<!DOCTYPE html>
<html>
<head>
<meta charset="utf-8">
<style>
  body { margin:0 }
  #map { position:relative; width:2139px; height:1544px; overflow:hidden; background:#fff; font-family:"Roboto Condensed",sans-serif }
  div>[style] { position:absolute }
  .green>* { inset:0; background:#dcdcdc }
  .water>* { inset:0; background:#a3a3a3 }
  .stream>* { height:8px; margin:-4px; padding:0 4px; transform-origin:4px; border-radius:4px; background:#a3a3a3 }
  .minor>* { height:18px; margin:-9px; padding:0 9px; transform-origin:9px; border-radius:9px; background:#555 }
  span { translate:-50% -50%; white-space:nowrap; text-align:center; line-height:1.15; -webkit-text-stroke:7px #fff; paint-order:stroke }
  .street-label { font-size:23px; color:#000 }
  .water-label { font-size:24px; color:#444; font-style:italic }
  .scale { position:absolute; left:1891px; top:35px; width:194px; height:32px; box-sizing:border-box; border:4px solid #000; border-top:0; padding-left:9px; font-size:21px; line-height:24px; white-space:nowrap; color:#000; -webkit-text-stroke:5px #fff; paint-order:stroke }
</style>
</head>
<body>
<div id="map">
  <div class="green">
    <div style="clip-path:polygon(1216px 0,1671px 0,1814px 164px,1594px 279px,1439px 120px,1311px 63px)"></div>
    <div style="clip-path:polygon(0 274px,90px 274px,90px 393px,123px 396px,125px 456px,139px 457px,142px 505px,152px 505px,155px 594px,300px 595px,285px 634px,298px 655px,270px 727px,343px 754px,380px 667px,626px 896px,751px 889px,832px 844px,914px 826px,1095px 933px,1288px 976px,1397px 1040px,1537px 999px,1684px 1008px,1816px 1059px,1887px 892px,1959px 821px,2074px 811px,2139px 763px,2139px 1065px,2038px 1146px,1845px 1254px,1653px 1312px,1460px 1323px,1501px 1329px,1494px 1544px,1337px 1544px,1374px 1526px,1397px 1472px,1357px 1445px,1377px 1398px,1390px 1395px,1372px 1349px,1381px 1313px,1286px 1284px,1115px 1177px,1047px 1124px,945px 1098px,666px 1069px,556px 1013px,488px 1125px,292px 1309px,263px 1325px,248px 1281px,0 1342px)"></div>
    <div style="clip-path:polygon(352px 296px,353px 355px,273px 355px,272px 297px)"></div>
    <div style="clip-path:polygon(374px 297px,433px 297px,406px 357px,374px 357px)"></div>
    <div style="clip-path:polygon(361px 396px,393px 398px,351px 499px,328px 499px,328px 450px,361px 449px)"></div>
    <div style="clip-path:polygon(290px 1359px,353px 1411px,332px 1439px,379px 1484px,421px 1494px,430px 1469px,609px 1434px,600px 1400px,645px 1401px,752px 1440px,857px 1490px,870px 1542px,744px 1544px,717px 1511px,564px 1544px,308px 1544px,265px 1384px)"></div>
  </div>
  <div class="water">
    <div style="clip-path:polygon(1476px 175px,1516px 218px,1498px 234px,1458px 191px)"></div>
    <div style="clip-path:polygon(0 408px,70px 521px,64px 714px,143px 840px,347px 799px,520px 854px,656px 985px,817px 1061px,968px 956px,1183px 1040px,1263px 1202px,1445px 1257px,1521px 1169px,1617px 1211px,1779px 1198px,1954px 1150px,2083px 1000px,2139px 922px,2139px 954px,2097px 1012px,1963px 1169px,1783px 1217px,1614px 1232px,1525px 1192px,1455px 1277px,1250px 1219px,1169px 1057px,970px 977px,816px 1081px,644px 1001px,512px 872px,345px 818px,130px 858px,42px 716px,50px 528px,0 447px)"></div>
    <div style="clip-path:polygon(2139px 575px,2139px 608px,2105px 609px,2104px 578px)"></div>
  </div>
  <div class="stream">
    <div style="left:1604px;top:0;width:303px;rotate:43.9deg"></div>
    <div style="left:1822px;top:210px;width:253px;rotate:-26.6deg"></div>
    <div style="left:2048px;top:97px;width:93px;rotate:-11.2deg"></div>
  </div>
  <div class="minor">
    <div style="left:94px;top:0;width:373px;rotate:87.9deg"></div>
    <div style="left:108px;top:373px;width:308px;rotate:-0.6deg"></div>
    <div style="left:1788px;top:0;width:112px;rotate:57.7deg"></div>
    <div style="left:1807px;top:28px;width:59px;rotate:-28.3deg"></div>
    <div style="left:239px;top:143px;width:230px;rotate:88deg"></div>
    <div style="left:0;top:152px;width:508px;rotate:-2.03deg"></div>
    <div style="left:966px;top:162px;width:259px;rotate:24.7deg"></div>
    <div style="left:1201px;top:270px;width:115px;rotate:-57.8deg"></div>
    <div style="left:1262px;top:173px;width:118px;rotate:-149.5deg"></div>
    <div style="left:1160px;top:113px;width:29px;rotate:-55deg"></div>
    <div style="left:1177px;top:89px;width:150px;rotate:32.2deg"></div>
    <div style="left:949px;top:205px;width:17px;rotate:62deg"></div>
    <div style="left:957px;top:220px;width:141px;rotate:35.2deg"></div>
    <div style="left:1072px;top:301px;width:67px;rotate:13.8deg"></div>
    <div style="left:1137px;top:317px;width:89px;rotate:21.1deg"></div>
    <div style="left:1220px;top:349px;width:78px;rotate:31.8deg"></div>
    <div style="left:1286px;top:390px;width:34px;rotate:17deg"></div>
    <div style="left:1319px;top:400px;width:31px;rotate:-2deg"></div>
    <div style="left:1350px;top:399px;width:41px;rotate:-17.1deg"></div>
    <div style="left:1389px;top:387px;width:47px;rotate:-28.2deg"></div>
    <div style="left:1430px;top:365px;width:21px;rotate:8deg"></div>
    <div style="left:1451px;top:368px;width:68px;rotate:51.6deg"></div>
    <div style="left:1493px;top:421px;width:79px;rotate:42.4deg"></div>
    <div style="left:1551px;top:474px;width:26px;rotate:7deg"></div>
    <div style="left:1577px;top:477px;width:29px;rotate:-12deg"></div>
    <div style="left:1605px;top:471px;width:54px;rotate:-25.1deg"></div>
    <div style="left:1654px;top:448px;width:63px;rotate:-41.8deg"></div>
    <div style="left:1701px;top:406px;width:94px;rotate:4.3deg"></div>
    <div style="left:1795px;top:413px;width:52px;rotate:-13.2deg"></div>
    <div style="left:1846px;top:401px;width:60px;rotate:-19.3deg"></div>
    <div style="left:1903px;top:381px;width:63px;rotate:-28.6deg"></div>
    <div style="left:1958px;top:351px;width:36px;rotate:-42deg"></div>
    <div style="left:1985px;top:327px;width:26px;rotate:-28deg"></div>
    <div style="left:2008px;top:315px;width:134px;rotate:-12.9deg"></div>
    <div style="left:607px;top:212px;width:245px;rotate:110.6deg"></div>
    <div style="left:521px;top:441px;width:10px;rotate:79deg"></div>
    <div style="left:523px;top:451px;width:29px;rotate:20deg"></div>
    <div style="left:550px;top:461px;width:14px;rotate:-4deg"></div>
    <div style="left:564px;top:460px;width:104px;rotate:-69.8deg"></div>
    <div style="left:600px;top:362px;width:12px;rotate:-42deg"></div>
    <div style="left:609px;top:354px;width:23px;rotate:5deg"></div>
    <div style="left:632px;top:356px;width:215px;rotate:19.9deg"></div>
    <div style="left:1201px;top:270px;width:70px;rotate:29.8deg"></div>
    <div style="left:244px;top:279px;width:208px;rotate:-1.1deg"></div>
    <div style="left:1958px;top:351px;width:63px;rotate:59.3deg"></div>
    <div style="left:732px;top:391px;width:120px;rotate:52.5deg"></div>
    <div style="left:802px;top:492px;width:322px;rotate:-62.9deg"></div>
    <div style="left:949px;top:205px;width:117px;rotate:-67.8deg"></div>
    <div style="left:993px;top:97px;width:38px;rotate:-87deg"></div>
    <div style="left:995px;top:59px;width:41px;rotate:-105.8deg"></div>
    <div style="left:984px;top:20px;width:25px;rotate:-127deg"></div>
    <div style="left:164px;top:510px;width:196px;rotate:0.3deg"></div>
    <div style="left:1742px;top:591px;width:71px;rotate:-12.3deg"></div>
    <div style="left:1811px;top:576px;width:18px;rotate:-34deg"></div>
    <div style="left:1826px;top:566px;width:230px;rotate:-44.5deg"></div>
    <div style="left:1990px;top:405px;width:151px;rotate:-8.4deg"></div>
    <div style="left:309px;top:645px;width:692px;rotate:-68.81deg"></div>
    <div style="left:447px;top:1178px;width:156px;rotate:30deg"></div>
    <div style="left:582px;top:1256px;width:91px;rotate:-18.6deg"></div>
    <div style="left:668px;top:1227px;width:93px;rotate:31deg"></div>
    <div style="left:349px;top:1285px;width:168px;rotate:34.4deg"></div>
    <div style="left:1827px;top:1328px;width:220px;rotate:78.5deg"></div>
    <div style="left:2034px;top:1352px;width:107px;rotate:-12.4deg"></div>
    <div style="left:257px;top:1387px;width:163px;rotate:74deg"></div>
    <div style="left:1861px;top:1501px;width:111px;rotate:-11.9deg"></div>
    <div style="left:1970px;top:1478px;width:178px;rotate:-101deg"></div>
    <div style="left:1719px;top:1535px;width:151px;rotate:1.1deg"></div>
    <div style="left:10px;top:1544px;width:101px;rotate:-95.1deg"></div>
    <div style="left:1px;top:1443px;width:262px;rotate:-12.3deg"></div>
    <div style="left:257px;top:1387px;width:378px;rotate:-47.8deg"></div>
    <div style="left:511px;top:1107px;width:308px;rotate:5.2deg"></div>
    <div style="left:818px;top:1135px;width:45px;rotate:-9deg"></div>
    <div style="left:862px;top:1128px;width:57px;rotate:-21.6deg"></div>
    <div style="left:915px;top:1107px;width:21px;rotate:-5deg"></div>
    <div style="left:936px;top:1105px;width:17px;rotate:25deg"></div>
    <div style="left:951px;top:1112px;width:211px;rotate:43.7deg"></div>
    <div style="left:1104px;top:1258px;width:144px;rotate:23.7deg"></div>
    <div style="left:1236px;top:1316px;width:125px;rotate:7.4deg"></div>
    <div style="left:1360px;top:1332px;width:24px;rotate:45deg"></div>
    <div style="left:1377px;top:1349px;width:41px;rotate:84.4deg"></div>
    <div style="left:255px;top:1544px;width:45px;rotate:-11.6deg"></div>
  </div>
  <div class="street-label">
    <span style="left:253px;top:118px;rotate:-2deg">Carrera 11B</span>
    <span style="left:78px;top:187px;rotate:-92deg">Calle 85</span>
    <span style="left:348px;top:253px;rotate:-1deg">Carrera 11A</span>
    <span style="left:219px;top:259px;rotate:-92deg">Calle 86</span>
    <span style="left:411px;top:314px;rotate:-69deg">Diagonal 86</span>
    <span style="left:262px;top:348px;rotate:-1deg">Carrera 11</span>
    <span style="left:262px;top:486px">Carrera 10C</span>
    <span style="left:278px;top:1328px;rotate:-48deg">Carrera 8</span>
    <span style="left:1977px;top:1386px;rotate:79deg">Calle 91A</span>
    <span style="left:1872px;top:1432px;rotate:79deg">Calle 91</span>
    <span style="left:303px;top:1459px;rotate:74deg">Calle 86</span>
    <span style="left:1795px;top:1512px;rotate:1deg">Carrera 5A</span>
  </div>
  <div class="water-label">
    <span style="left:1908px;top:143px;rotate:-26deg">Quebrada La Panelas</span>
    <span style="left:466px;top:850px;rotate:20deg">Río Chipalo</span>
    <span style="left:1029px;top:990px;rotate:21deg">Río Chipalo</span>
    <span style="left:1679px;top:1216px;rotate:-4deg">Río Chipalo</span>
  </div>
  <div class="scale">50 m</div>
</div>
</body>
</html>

────────────────────

* [PROBLEM] Among the records, find the lines that contain "stream" and copy each of them.

* [EXERCISE ANSWER]
  .stream>* { height:8px; margin:-4px; padding:0 4px; transform-origin:4px; border-radius:4px; background:#a3a3a3 }
  <div class="stream">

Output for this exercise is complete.